WORK REQUIRED
If a line in the data contains "list", copy it out.

(Stored items)
◆ ◆ ◆ ◆ ◆ ◆ ◆

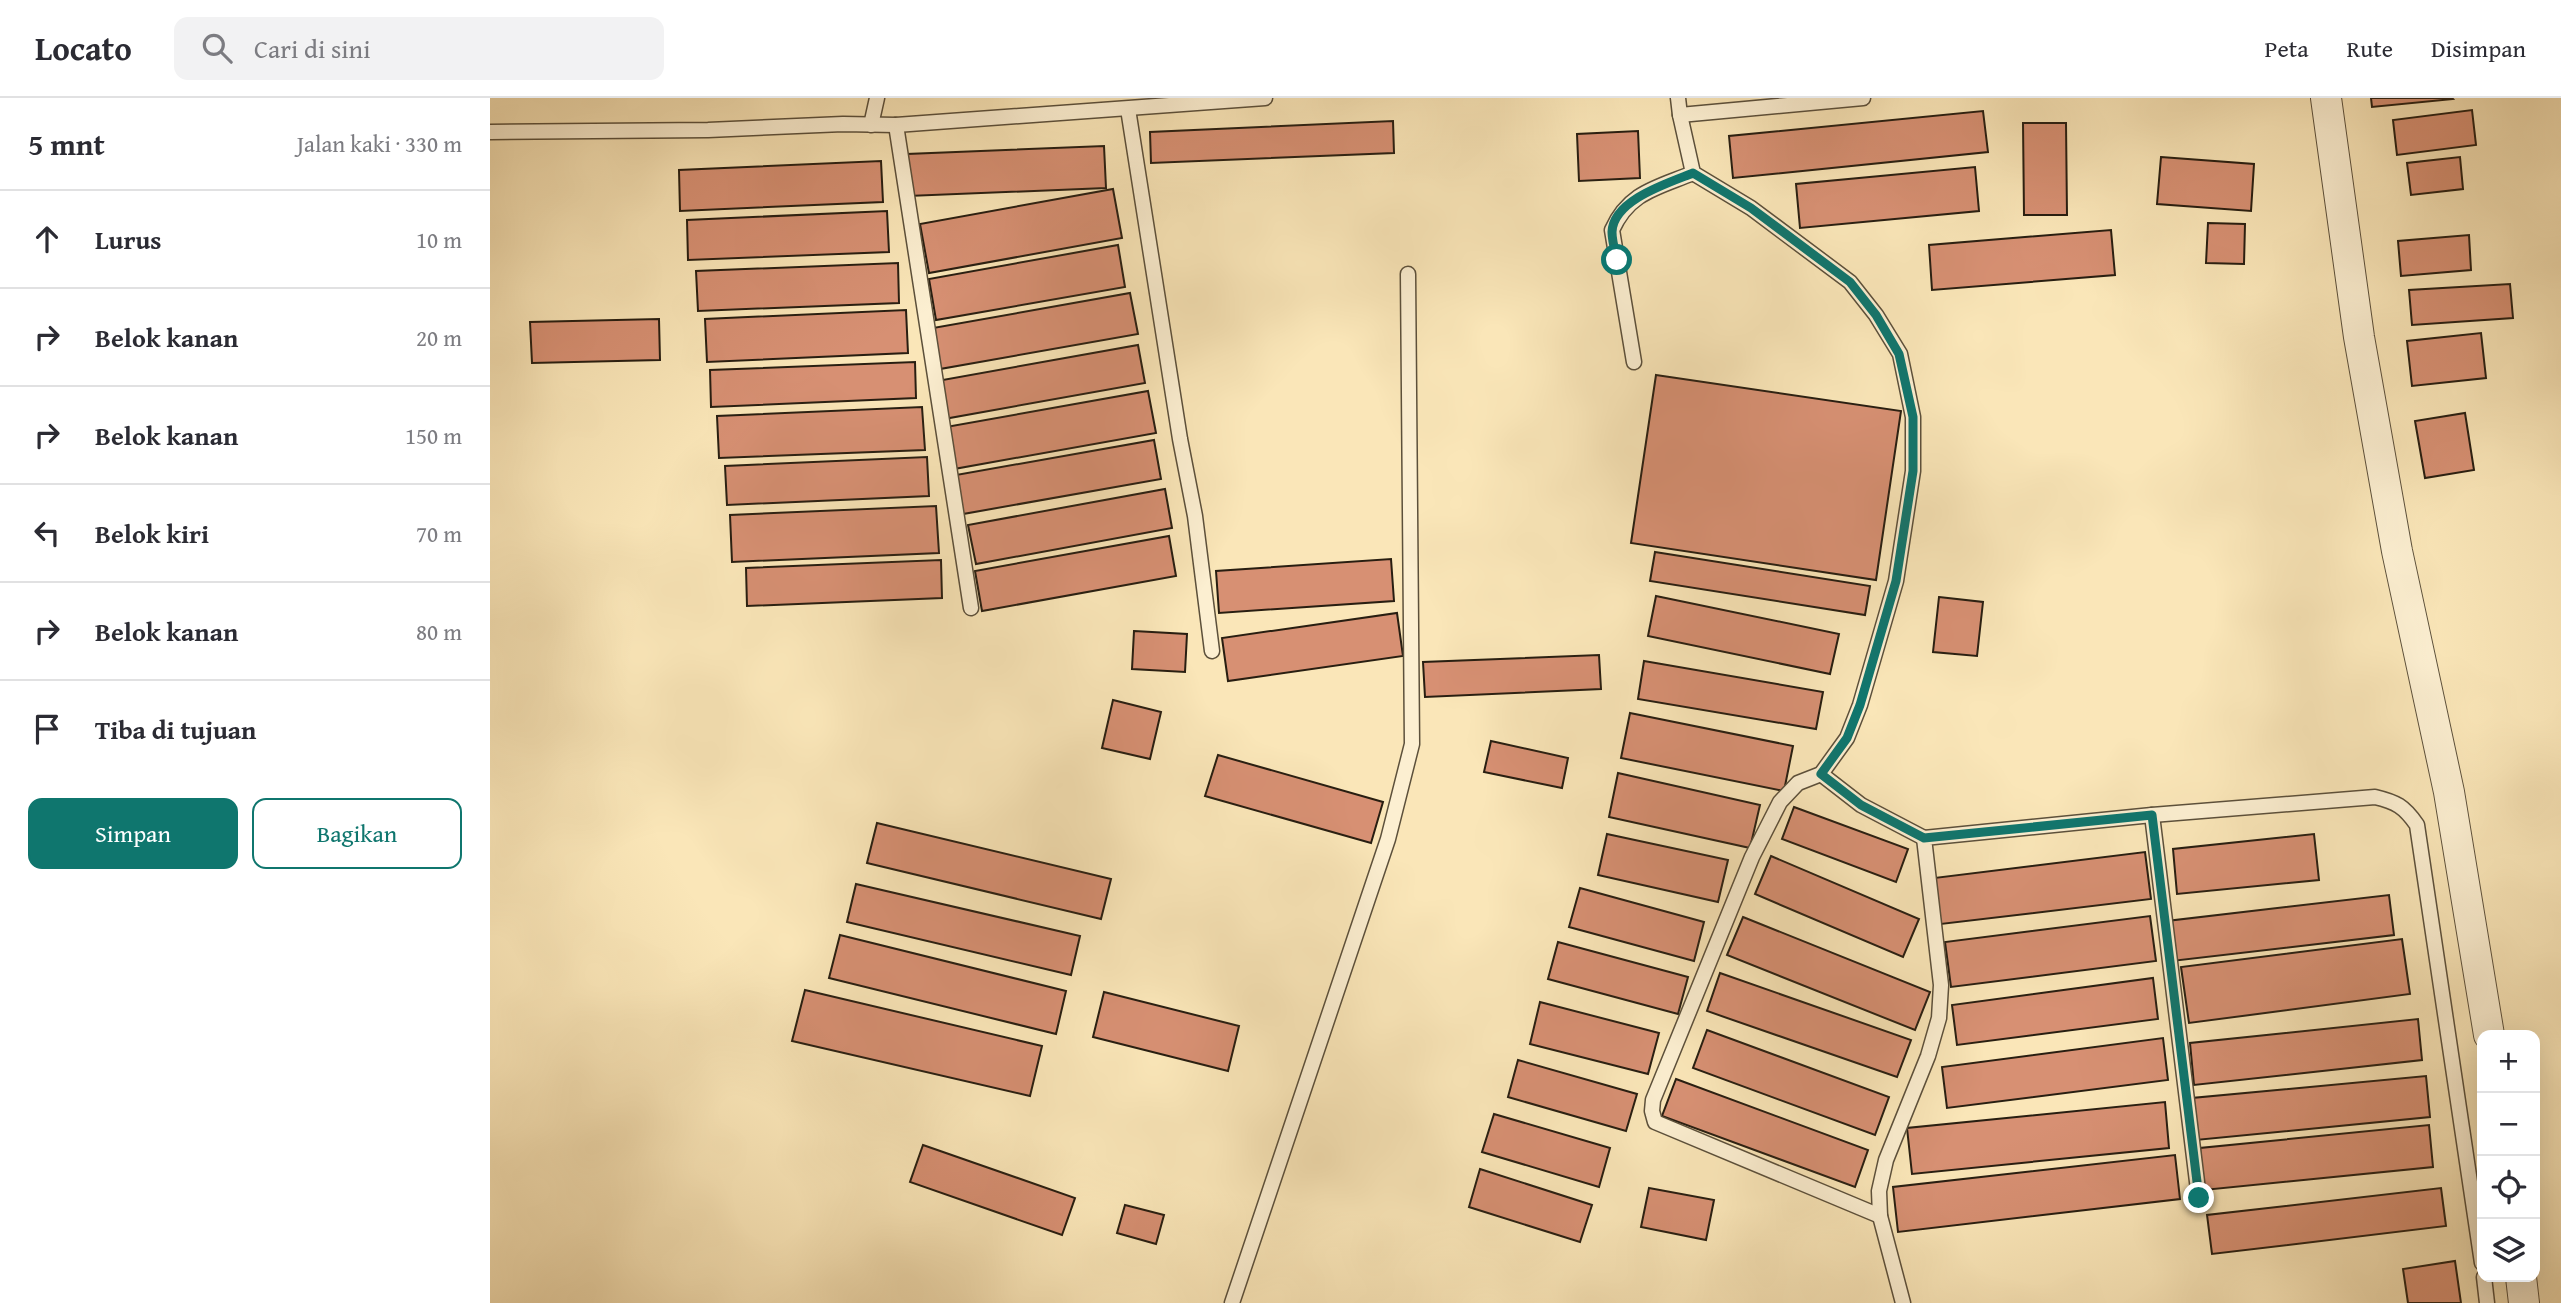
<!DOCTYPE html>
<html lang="id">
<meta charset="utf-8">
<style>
body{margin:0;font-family:"Gentium Book Plus",serif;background:#f2f2f3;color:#2b2b33}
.controls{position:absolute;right:21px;bottom:21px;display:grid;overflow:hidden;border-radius:14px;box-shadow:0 7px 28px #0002}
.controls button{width:63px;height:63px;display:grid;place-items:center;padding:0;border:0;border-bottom:2px solid #e1e1e2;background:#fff;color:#2b2b33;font:35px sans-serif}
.stop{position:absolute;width:21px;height:21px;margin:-16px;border:5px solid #0f766e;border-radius:50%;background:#fff}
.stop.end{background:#0f766e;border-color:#fff;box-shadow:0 2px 7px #0008}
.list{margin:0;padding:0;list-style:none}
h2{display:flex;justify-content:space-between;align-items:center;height:91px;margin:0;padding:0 28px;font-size:30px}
h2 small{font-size:23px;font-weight:400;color:#7c7c81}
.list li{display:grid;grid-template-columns:46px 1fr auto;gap:21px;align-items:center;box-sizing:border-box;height:98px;padding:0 28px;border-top:2px solid #e1e1e2}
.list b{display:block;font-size:26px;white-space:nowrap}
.list em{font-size:23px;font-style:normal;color:#7c7c81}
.actions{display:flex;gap:14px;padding:21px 28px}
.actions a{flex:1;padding:16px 0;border:2px solid #0f766e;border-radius:14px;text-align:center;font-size:24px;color:#0f766e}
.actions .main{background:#0f766e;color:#fff}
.icon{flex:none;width:38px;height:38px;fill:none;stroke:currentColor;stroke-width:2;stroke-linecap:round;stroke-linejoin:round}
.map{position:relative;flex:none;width:2071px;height:1205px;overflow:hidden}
header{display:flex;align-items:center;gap:42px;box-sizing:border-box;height:98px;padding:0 35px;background:#fff;border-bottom:2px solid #e1e1e2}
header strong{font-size:33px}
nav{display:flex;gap:38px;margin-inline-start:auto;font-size:24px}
.search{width:490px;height:63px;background:#f2f2f3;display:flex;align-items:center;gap:18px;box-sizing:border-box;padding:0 24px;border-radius:14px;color:#7c7c81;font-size:26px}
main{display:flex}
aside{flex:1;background:#fff}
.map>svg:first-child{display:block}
.building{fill:#d79073;stroke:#281e11;stroke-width:2}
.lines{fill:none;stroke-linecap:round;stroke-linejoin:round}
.service-casing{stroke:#5c503b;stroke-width:17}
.minor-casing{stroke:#5c503b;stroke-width:32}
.service{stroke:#fcefd1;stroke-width:14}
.minor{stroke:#fcefd1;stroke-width:30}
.route{stroke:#0f766e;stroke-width:9}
</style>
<header>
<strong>Locato</strong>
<div class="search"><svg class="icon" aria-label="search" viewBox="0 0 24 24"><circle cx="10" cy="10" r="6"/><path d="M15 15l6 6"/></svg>Cari di sini</div>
<nav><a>Peta</a><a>Rute</a><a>Disimpan</a></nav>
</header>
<main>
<aside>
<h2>5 mnt<small>Jalan kaki · 330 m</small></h2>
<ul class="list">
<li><svg class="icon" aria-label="ahead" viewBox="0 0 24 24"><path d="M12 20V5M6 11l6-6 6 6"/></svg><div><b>Lurus</b></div><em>10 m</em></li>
<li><svg class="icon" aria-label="right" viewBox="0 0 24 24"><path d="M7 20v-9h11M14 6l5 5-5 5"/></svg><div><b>Belok kanan</b></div><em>20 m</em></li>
<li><svg class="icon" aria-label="right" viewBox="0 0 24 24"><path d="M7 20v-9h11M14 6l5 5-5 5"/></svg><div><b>Belok kanan</b></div><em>150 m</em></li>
<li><svg class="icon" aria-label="left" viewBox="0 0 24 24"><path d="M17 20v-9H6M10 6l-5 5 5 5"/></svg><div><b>Belok kiri</b></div><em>70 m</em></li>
<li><svg class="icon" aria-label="right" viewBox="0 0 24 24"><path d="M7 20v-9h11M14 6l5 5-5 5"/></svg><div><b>Belok kanan</b></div><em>80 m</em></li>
<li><svg class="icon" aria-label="arrive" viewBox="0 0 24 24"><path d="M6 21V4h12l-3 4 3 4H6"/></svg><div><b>Tiba di tujuan</b></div></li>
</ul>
<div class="actions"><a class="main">Simpan</a><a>Bagikan</a></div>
</aside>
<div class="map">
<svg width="2071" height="1205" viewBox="0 0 2071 1205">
<rect width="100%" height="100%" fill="#fae6b8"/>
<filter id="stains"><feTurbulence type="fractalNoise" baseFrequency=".00286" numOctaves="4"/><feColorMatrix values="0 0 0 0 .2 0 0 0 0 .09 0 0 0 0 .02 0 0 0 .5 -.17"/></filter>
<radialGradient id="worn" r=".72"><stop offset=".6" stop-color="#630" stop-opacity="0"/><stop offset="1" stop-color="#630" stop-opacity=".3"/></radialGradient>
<g class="building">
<path d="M1881,0h81l1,1 -81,8z"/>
<path d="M1982,12l4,35 -79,10 -4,-35z"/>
<path d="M1493,13l5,41 -255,26 -4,-42z"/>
<path d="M903,23l1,32 -243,10 -1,-31z"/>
<path d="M1533,25h43l1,92h-43z"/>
<path d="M1148,33l2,47 -61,3 -2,-47z"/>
<path d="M614,48l2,42 -198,8 -1,-42z"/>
<path d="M1671,59l93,7 -3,47 -94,-7z"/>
<path d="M1970,59l3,32 -52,6 -4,-32z"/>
<path d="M391,63l2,41 -203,9 -1,-41z"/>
<path d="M1485,69l4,44 -179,17 -4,-44z"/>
<path d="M623,91l9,49 -193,35 -9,-49z"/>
<path d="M397,113l2,41 -201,8 -1,-40z"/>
<path d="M1718,125l37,1 -1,40 -38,-1z"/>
<path d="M1621,132l4,45 -183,15 -3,-45z"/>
<path d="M1979,137l2,35 -70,6 -3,-35z"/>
<path d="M628,147l7,42 -189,33 -7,-41z"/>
<path d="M408,165l1,40 -201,8 -2,-40z"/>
<path d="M2020,186l3,34 -101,7 -3,-35z"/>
<path d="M640,195l8,41 -198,35 -7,-41z"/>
<path d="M416,212l2,43 -201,9 -2,-43z"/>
<path d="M169,221l1,41 -128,3 -2,-41z"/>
<path d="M1991,235l5,45 -74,8 -5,-45z"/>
<path d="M648,247l7,38 -201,36 -7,-38z"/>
<path d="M425,264l1,36 -205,9 -1,-37z"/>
<path d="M1166,277l245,36 -25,169 -245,-37z"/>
<path d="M658,293l8,42 -202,36 -8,-42z"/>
<path d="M432,309l3,43 -206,8 -2,-42z"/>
<path d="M1975,315l9,57 -49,8 -10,-57z"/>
<path d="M664,342l7,39 -198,35 -7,-39z"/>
<path d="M437,359l2,39 -202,9 -2,-39z"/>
<path d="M675,391l7,39 -196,36 -8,-39z"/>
<path d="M446,408l3,47 -207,9 -2,-47z"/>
<path d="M679,438l7,40 -194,35 -7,-40z"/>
<path d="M1165,454l215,34 -5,29 -215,-34z"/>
<path d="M901,461l3,42 -175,12 -3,-42z"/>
<path d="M451,462l1,38 -195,8 -1,-38z"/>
<path d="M1166,498l183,38 -9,40 -182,-38z"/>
<path d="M1449,499l44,5 -6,54 -44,-4z"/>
<path d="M907,515l6,43 -175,25 -6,-43z"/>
<path d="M644,533l53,3 -2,38 -53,-3z"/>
<path d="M1109,557l2,34 -176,8 -2,-35z"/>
<path d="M1154,563l179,31 -7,37 -178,-30z"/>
<path d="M623,602l48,12 -11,47 -48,-11z"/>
<path d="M1140,615l163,33 -9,45 -163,-33z"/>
<path d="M1001,643l77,17 -6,30 -78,-16z"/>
<path d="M728,657l165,47 -12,41 -166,-47z"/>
<path d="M1128,675l142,32 -10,43 -141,-31z"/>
<path d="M1304,709l114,42 -12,33 -114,-43z"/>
<path d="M387,725l234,56 -10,40 -234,-56z"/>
<path d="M1117,736l121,26 -10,42 -120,-27z"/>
<path d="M1824,736l5,46 -142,14 -4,-45z"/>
<path d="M1655,754l6,47 -210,25 -7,-46z"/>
<path d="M1281,758l148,63 -16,38 -148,-63z"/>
<path d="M366,786l224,52 -9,39 -224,-53z"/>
<path d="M1090,790l124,34 -10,39 -125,-34z"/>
<path d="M1899,797l5,40 -222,26 -5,-40z"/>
<path d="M1660,818l6,45 -205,26 -6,-45z"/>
<path d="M1253,819l187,75 -15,38 -188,-75z"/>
<path d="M350,837l226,56 -10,43 -227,-56z"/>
<path d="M1912,841l8,55 -221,29 -8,-56z"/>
<path d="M1068,844l130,35 -10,37 -130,-35z"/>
<path d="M1230,875l191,67 -14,37 -190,-66z"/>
<path d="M1663,880l5,41 -201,26 -5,-40z"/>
<path d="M315,892l237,56 -12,50 -238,-55z"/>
<path d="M614,894l135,34 -11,45 -135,-34z"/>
<path d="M1050,904l119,31 -11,41 -118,-30z"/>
<path d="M1928,921l4,41 -228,25 -4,-42z"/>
<path d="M1217,932l182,67 -14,38 -182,-67z"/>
<path d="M1673,940l5,42 -221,28 -5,-41z"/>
<path d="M1028,962l119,34 -11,37 -118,-34z"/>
<path d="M1936,978l4,41 -234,23 -4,-42z"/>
<path d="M1186,981l192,71 -13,37 -193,-71z"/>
<path d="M1675,1004l4,46 -257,26 -5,-46z"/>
<path d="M1004,1016l116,34 -11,39 -117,-35z"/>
<path d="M1939,1027l4,42 -229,23 -4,-42z"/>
<path d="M433,1047l152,53 -13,37 -152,-53z"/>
<path d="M1685,1057l5,44 -282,33 -5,-45z"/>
<path d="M990,1071l112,36 -12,37 -111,-35z"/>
<path d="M1159,1090l65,12 -8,40 -65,-13z"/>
<path d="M1951,1090l5,38 -234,28 -5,-39z"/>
<path d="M635,1107l39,10 -8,29 -39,-11z"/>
<path d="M1965,1163l6,42h-53l-5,-34z"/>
</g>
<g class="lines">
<g class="service-casing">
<g id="service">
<path d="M1188,0l2,17 183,-17"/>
<path d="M638,11l52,330 15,77 17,135"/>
<path d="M1190,17l13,58 58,35 99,74 26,33 24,39 13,63v54l-17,110 -36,124 -13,33 -26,36 -23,9 -18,19 -28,55 -99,243 -1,11 3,11 225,94"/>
<path d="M381,27l6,-27"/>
<path d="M406,27l75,483"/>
<path d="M0,34l218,-2 135,-6 53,1 369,-27"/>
<path d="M1144,264l-22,-132c17,-38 45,-42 81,-57"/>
<path d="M1331,676l40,31 63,33"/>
<path d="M1662,717l47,383"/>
<path d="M1994,1179l3,26"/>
<path d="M742,1205l156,-464 24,-95 -4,-470"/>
<path d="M1413,1205l-23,-87 -1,-25 7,-31 42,-104 11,-38 2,-33 -17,-147 228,-23 223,-18c21,5 29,9 42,28l65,438"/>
</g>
</g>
<g class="minor-casing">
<g id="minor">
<path d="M1836,0l33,239 38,214 52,241 40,243"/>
<path d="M2031,1179l3,26"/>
</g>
</g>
<use href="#service" class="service"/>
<use href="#minor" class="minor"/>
</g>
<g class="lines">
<path class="route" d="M1127,162c-2,-9 -5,-19 -5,-28 1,-32 56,-49 81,-59l58,35 99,74 26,33 23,39 14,63v54l-17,110 -36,124 -13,33 -26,36 40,31 63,33 228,-23 47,383"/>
</g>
<rect width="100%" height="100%" filter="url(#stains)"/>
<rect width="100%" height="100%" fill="url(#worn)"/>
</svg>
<div class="controls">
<button>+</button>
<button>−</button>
<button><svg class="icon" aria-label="locate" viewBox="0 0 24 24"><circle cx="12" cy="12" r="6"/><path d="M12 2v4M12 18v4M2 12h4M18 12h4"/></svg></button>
<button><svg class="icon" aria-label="layers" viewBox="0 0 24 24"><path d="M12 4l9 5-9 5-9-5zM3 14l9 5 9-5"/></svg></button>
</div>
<div class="stop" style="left:1127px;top:162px"></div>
<div class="stop end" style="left:1709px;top:1100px"></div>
</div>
</main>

◆ ◆ ◆ ◆ ◆ ◆ ◆

EXERCISE OUTPUT
.list{margin:0;padding:0;list-style:none}
.list li{display:grid;grid-template-columns:46px 1fr auto;gap:21px;align-items:center;box-sizing:border-box;height:98px;padding:0 28px;border-top:2px solid #e1e1e2}
.list b{display:block;font-size:26px;white-space:nowrap}
.list em{font-size:23px;font-style:normal;color:#7c7c81}
<ul class="list">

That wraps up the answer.